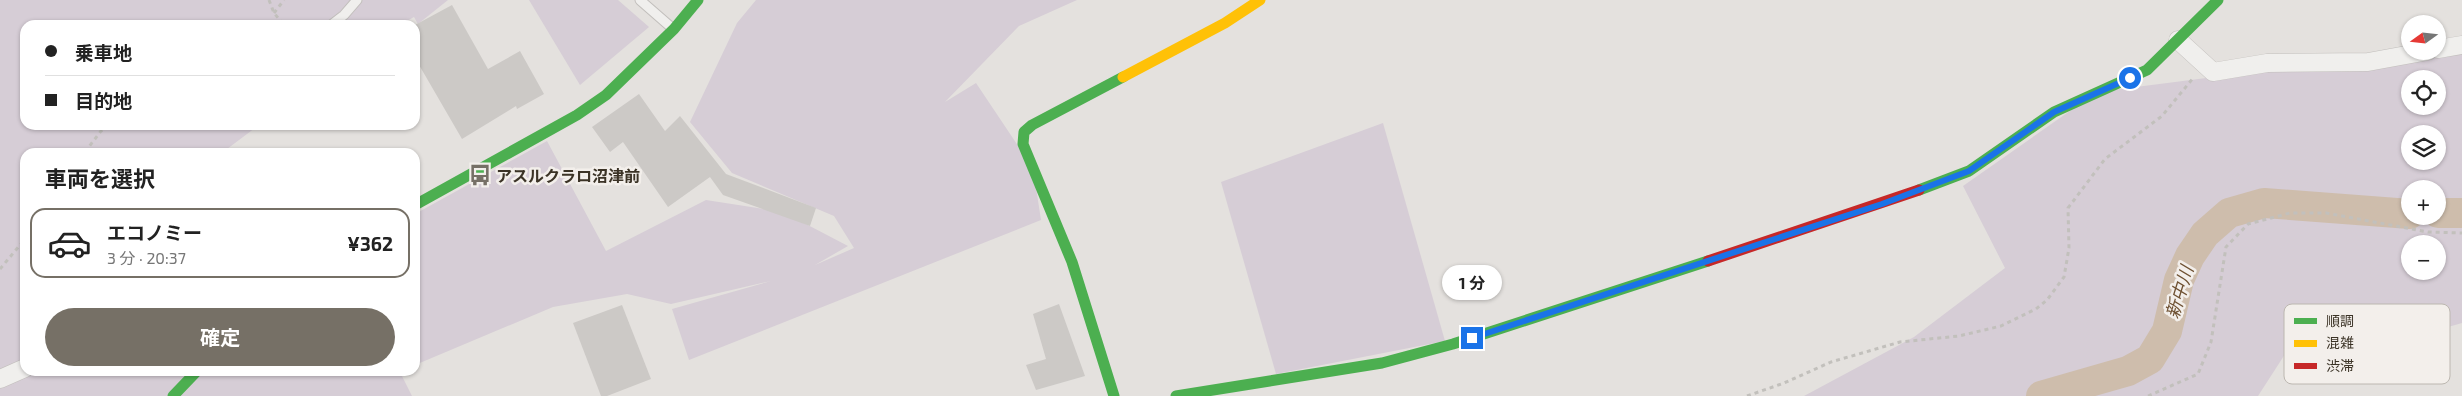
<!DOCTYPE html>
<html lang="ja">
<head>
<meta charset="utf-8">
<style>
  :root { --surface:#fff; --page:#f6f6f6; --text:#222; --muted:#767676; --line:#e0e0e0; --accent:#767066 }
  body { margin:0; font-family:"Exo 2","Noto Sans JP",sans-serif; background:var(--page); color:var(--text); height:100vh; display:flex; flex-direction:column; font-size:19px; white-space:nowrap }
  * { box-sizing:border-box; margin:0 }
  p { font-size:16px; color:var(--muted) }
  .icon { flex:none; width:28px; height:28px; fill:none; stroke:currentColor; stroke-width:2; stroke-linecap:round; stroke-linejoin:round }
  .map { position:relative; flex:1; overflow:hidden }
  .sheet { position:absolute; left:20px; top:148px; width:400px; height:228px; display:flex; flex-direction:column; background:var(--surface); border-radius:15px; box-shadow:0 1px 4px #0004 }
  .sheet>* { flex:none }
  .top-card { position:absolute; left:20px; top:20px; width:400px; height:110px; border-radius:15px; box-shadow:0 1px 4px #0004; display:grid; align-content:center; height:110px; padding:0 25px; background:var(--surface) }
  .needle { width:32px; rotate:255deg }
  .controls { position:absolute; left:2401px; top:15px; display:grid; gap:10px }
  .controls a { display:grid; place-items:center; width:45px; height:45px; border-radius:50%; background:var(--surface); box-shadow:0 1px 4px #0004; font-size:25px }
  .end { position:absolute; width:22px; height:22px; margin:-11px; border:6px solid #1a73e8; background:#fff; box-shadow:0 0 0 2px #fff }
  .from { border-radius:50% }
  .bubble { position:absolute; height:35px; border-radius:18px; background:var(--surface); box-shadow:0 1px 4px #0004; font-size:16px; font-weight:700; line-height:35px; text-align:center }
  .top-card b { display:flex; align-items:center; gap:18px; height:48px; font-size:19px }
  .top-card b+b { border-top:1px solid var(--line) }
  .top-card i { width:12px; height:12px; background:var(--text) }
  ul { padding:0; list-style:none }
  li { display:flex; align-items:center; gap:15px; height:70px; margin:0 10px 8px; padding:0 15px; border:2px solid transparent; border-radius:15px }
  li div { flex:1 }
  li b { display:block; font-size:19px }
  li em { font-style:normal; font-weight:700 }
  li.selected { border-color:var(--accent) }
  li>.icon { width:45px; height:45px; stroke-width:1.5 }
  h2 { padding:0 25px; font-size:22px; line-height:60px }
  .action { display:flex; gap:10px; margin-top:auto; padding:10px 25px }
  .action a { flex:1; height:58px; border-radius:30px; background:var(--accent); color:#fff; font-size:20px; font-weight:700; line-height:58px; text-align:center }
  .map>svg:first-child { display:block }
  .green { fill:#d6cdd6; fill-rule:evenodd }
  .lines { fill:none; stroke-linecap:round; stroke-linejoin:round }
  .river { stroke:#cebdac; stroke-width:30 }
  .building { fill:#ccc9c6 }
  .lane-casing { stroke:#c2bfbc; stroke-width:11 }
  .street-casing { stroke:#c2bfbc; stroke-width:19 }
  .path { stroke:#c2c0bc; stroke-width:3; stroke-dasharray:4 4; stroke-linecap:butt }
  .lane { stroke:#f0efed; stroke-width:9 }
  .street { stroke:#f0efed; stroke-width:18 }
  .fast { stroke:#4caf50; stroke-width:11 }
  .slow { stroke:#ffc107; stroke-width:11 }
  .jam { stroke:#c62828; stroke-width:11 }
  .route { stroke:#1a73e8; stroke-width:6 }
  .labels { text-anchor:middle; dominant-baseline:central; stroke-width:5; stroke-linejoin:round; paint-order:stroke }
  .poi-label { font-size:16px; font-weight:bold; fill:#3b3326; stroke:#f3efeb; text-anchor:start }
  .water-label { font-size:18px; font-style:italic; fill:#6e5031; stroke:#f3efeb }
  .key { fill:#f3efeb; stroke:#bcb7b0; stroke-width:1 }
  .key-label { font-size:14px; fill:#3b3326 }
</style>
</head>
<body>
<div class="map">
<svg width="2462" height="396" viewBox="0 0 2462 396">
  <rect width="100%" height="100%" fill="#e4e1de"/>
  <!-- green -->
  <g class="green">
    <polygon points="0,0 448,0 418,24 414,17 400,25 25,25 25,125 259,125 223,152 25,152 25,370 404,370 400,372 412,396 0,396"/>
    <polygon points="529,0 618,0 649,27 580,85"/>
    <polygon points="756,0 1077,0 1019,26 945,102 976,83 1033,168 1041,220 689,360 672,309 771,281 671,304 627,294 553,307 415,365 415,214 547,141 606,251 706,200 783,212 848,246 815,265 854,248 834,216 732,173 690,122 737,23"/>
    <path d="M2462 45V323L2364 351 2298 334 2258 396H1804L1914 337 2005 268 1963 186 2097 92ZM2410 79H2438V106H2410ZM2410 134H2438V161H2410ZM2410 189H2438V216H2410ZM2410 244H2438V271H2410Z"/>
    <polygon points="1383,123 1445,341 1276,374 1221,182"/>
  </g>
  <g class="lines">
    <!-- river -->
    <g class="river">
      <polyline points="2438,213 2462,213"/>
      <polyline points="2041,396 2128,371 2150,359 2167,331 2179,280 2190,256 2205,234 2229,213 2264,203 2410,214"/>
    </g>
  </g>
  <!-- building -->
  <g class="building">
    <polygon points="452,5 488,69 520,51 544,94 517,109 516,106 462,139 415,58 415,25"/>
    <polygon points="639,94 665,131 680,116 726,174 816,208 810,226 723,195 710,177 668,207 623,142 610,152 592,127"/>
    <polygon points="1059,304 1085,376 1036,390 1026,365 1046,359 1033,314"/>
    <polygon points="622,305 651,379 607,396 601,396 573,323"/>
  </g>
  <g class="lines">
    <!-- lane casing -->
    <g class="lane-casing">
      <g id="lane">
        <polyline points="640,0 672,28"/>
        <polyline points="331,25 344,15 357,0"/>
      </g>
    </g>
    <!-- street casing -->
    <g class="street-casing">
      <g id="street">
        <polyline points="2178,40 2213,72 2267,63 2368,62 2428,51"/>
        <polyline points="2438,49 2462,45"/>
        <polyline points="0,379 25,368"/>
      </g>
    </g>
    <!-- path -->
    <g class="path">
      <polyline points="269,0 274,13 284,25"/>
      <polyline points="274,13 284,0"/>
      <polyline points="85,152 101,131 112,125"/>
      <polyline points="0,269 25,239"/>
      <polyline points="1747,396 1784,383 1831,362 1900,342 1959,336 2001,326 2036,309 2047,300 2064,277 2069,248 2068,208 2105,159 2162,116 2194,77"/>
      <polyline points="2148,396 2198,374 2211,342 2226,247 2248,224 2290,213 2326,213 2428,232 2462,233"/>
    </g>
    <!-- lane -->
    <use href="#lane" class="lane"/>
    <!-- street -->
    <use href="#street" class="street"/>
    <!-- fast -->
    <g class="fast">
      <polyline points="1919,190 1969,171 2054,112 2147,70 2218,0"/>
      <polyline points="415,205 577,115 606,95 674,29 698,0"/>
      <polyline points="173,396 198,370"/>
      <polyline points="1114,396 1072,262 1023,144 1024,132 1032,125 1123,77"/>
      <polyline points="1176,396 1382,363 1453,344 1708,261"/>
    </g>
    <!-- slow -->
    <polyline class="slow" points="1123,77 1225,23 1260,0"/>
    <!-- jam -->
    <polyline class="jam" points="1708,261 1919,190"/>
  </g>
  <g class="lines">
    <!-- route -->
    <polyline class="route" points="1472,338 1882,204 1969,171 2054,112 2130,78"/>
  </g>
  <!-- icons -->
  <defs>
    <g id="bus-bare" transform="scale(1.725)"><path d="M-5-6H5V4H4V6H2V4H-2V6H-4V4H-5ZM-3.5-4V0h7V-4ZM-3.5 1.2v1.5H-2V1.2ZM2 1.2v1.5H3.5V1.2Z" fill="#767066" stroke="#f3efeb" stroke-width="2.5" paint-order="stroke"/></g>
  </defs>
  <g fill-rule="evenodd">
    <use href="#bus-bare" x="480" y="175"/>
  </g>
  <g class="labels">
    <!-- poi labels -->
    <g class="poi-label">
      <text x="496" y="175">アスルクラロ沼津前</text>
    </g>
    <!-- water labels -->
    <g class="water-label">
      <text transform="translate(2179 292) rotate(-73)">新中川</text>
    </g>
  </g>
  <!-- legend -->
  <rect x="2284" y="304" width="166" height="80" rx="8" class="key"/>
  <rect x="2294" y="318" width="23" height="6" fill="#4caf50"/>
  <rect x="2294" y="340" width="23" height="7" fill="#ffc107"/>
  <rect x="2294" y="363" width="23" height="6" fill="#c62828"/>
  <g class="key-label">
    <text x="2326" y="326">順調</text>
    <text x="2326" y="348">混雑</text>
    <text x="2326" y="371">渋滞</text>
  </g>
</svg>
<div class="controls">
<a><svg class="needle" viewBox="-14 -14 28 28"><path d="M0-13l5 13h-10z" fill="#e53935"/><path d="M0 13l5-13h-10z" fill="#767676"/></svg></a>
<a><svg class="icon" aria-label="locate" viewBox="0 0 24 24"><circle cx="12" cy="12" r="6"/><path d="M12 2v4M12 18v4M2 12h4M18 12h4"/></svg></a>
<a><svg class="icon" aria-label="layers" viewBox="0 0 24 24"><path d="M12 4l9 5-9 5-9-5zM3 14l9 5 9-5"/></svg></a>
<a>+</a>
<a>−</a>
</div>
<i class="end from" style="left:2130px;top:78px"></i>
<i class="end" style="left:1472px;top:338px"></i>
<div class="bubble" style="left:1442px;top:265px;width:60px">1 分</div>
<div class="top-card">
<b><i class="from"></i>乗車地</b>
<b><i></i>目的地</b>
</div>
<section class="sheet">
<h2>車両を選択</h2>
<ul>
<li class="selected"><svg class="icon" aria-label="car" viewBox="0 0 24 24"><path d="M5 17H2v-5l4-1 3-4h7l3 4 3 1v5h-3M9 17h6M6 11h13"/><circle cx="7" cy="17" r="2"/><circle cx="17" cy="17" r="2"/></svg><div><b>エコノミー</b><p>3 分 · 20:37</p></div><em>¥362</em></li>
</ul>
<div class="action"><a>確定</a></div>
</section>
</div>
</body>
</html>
...
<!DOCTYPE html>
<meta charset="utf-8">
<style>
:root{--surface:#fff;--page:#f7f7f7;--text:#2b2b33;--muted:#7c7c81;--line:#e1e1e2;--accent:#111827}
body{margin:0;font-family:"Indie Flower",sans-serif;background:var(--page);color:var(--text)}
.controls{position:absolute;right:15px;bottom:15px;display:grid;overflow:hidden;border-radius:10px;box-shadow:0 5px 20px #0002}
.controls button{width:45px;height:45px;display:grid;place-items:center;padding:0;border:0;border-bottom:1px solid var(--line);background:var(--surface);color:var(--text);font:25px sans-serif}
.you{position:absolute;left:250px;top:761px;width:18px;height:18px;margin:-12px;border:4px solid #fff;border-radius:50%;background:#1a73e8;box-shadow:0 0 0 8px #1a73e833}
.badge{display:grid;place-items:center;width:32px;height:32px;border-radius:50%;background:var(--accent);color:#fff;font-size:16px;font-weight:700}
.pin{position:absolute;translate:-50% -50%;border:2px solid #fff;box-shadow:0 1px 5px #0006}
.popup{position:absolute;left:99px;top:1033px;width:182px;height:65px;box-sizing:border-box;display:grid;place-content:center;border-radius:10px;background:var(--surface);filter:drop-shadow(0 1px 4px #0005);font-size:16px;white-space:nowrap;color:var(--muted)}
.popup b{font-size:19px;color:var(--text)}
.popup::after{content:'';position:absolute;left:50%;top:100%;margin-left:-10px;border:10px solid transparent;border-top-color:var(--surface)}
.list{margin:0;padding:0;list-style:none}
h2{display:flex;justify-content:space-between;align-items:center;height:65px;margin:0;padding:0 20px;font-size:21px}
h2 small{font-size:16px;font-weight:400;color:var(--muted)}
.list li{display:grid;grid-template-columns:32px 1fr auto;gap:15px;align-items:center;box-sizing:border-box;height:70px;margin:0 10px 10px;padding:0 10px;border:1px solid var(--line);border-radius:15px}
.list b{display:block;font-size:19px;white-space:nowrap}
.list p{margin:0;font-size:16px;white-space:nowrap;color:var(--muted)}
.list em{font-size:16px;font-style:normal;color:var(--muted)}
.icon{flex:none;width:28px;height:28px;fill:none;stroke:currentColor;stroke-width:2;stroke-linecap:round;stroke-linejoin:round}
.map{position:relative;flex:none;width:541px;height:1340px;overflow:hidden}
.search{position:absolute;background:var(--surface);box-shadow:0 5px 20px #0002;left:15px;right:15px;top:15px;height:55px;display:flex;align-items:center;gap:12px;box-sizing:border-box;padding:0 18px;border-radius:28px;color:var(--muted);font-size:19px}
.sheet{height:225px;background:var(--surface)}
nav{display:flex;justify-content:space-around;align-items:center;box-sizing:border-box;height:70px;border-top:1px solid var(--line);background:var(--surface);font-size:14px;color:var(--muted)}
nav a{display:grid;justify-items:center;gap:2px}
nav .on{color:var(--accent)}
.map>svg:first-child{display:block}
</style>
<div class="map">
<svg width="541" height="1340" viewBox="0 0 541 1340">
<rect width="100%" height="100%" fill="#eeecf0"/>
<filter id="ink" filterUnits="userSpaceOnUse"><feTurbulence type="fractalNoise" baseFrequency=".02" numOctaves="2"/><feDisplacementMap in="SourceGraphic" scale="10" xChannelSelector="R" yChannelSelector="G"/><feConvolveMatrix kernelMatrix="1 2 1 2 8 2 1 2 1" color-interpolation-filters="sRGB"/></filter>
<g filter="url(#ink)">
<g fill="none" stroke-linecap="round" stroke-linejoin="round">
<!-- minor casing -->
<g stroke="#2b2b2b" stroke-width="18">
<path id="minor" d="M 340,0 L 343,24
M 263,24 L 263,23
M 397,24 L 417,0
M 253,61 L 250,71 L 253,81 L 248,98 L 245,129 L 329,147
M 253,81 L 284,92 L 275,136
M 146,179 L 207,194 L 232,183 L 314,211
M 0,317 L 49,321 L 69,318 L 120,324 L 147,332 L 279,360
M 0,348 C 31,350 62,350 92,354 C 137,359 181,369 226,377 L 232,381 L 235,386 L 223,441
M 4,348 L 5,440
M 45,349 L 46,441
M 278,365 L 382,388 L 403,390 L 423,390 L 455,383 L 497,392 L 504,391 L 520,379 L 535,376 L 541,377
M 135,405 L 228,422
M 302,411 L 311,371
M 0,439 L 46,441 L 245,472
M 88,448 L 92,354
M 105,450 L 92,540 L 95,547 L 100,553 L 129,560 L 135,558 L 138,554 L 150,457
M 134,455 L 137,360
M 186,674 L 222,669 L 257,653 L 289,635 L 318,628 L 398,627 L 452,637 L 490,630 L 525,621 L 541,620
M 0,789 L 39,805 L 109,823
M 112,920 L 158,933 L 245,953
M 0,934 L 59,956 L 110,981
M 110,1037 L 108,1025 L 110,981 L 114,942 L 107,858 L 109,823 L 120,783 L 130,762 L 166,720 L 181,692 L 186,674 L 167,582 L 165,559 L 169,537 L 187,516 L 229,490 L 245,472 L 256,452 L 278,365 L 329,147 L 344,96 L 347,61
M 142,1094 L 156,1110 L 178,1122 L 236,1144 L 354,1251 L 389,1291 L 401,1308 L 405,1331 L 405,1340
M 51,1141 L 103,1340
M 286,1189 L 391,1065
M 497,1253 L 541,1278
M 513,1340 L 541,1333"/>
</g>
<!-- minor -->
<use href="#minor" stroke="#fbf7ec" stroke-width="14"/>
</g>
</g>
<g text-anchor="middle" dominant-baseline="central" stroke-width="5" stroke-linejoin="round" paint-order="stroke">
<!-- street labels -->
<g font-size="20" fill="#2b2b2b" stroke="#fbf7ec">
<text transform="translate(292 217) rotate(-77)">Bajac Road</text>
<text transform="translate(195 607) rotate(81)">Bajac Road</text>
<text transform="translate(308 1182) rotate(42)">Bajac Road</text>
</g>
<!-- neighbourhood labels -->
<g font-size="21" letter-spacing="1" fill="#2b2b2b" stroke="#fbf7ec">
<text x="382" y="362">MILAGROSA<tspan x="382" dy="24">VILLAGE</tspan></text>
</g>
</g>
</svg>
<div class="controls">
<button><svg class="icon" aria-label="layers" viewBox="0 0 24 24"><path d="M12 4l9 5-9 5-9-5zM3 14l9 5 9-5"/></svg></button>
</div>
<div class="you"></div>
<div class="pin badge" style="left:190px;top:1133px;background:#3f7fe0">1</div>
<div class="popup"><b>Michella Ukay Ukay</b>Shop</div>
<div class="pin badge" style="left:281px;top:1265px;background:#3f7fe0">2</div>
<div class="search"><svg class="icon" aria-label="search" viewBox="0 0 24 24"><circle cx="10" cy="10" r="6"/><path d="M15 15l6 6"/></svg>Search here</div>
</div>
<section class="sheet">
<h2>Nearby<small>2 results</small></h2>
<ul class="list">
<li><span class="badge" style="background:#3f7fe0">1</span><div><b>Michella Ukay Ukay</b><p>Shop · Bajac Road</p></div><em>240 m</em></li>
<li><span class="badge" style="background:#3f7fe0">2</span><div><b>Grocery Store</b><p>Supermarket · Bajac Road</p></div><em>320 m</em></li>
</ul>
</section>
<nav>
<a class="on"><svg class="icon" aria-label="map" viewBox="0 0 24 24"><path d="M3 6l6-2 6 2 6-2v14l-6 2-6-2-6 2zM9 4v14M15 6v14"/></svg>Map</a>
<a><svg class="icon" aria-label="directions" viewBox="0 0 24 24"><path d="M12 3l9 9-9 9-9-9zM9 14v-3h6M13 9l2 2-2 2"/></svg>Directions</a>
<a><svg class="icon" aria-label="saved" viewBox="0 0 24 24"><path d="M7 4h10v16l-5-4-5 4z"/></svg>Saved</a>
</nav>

■ Your task:
Among the entries above, find every line holding "list" and copy it.

■ Response:
  ul { padding:0; list-style:none }
.list{margin:0;padding:0;list-style:none}
.list li{display:grid;grid-template-columns:32px 1fr auto;gap:15px;align-items:center;box-sizing:border-box;height:70px;margin:0 10px 10px;padding:0 10px;border:1px solid var(--line);border-radius:15px}
.list b{display:block;font-size:19px;white-space:nowrap}
.list p{margin:0;font-size:16px;white-space:nowrap;color:var(--muted)}
.list em{font-size:16px;font-style:normal;color:var(--muted)}
<ul class="list">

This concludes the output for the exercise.